* _ACTIVITY_
Scan the entries for lines with "Apály" and say how many there are, with nothing more.

Saved data entries
----
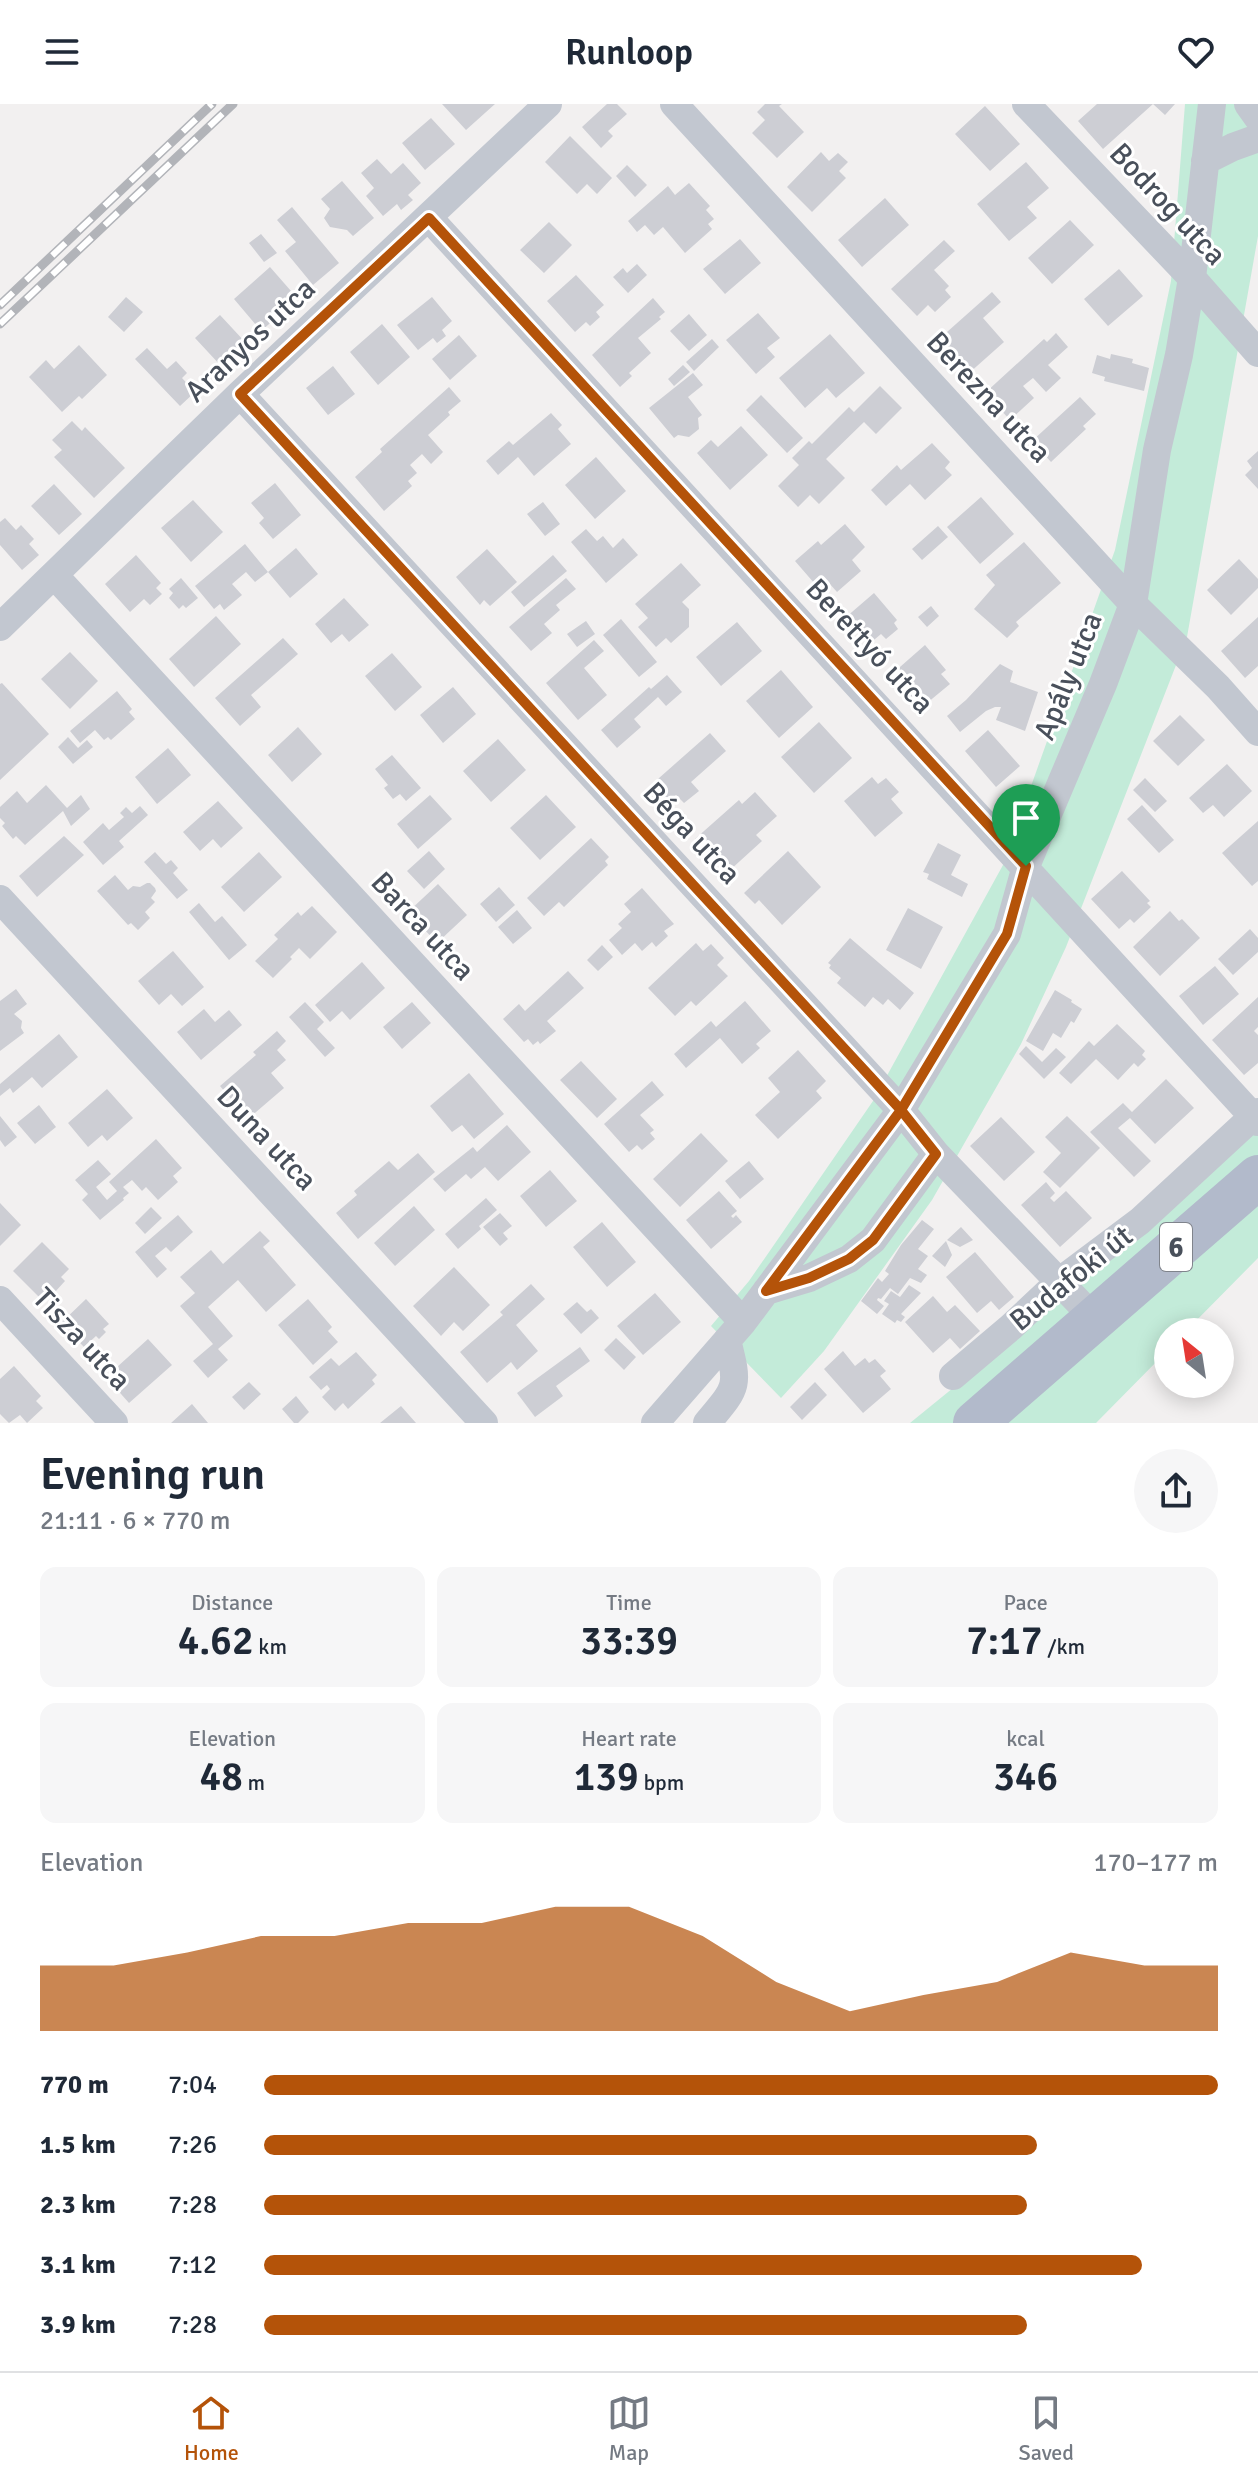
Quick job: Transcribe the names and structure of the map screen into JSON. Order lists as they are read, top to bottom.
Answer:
{
  "streets": {
    "main road": ["6", "Budafoki út"],
    "street": [
      "Bodrog utca",
      "Aranyos utca",
      "Berezna utca",
      "Berettyó utca",
      "Apály utca",
      "Béga utca",
      "Barca utca",
      "Duna utca",
      "Tisza utca"
    ]
  },
  "crossings": [
    ["Bodrog utca", "Apály utca"],
    ["Aranyos utca", "Berettyó utca"],
    ["Aranyos utca", "Béga utca"],
    ["Aranyos utca", "Barca utca"],
    ["Berezna utca", "Apály utca"],
    ["Berettyó utca", "Apály utca"],
    ["Berettyó utca", "Budafoki út"],
    ["Apály utca", "Béga utca"],
    ["Apály utca", "Barca utca"],
    ["Béga utca", "Budafoki út"]
  ],
  "north": "top left",
  "page": {
    "header": "Runloop",
    "heading": ["Evening run", "21:11 · 6 × 770 m"],
    "stats": [
      ["Distance", "4.62 km"],
      ["Time", "33:39"],
      ["Pace", "7:17 /km"],
      ["Elevation", "48 m"],
      ["Heart rate", "139 bpm"],
      ["kcal", "346"]
    ],
    "chart": ["Elevation", "170–177 m"],
    "list": [
      {
        "name": "770 m",
        "note": "7:04"
      },
      {
        "name": "1.5 km",
        "note": "7:26"
      },
      {
        "name": "2.3 km",
        "note": "7:28"
      },
      {
        "name": "3.1 km",
        "note": "7:12"
      },
      {
        "name": "3.9 km",
        "note": "7:28"
      }
    ],
    "tabs": ["Home", "Map", "Saved"]
  }
}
----
* _REPLY TO THE EXERCISE_
6